В ответном письме 28 декабря (10 января) Сологуб писал Горькому: «Само собою разумеется, что я принимаю с совершенным доверием Ваши объяснения того, что Вы имели в виду сказать Вашею „сказкою" ‹…› Но Вы напрасно удивляетесь тому, что русский писатель способен отождествлять себя с героями сатирических и юмористических рассказов: в России не принято очень ласково обращаться с писателями, и мы привыкли ко многому» (Архив А. М. Горького, КГ-п-73-8-2).

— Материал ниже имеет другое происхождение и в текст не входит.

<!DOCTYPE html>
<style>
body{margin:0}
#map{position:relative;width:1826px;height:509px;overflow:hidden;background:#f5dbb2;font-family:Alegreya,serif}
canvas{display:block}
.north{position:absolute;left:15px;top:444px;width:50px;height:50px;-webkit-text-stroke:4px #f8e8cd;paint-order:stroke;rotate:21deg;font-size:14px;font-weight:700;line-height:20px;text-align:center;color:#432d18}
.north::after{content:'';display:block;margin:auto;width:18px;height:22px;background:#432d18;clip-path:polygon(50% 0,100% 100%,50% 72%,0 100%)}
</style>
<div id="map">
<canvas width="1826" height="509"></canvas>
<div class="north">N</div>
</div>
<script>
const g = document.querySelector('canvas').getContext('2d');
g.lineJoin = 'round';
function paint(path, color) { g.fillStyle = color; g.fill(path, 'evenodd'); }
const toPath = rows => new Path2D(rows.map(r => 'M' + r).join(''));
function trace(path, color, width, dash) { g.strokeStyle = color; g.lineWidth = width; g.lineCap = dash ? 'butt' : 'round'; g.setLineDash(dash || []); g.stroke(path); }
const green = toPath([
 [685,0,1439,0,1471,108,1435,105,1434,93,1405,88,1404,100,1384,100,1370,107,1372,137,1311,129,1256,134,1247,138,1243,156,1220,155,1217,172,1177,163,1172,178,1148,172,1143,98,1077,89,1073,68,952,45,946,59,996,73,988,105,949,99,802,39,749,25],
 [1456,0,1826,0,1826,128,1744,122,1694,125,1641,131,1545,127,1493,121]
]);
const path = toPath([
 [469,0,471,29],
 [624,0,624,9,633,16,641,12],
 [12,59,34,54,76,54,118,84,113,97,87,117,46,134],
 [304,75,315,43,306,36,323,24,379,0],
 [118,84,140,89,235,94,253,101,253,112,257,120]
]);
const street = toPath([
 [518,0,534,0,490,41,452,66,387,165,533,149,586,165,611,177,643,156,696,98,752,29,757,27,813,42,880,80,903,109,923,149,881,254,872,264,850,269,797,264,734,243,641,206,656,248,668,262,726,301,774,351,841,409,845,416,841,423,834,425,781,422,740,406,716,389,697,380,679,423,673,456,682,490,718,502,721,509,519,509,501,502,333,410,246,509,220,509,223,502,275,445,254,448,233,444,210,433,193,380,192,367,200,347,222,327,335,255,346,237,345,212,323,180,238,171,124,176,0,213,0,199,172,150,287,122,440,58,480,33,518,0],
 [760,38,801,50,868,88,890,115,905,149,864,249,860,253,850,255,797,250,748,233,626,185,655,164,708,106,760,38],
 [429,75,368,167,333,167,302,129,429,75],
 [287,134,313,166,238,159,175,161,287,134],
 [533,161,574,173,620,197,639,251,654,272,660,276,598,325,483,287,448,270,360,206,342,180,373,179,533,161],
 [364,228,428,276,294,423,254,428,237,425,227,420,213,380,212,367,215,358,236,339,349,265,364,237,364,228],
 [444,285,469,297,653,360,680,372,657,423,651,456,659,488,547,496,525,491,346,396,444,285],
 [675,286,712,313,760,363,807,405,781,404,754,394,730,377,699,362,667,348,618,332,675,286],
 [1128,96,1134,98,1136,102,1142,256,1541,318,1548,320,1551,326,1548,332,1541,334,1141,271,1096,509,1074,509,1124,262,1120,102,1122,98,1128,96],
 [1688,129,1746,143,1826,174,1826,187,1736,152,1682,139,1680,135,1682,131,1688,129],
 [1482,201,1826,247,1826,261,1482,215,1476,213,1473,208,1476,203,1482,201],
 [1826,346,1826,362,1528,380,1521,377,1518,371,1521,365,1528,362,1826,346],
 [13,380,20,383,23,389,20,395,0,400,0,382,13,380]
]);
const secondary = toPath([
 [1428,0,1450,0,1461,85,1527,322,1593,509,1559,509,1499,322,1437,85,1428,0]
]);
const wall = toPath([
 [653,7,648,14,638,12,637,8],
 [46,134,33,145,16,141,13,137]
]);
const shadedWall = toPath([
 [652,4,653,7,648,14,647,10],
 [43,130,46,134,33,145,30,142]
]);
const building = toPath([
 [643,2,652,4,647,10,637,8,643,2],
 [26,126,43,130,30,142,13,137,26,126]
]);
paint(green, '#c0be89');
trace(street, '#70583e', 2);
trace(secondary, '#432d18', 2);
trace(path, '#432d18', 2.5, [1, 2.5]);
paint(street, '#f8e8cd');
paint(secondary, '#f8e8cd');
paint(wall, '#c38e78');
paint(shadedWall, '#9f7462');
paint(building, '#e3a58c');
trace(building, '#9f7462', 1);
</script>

В том же письме Сологуб отрицал факт существования у него «догадливых толкователей». «Весьма обрадован Вашим письмом, – отозвался Горький, – а особенно Вашим заявлением, что „догадливых толкователей" – нет ‹…› Мне приятно, что это печальное недоразумение окончилось без шума» (там же, ПГ-рл-40-15-2). [63]
63
Отзыв Горького о Сологубе см. также в его письме М. Ф. Андреевой (см.: Андреева, стр. 296).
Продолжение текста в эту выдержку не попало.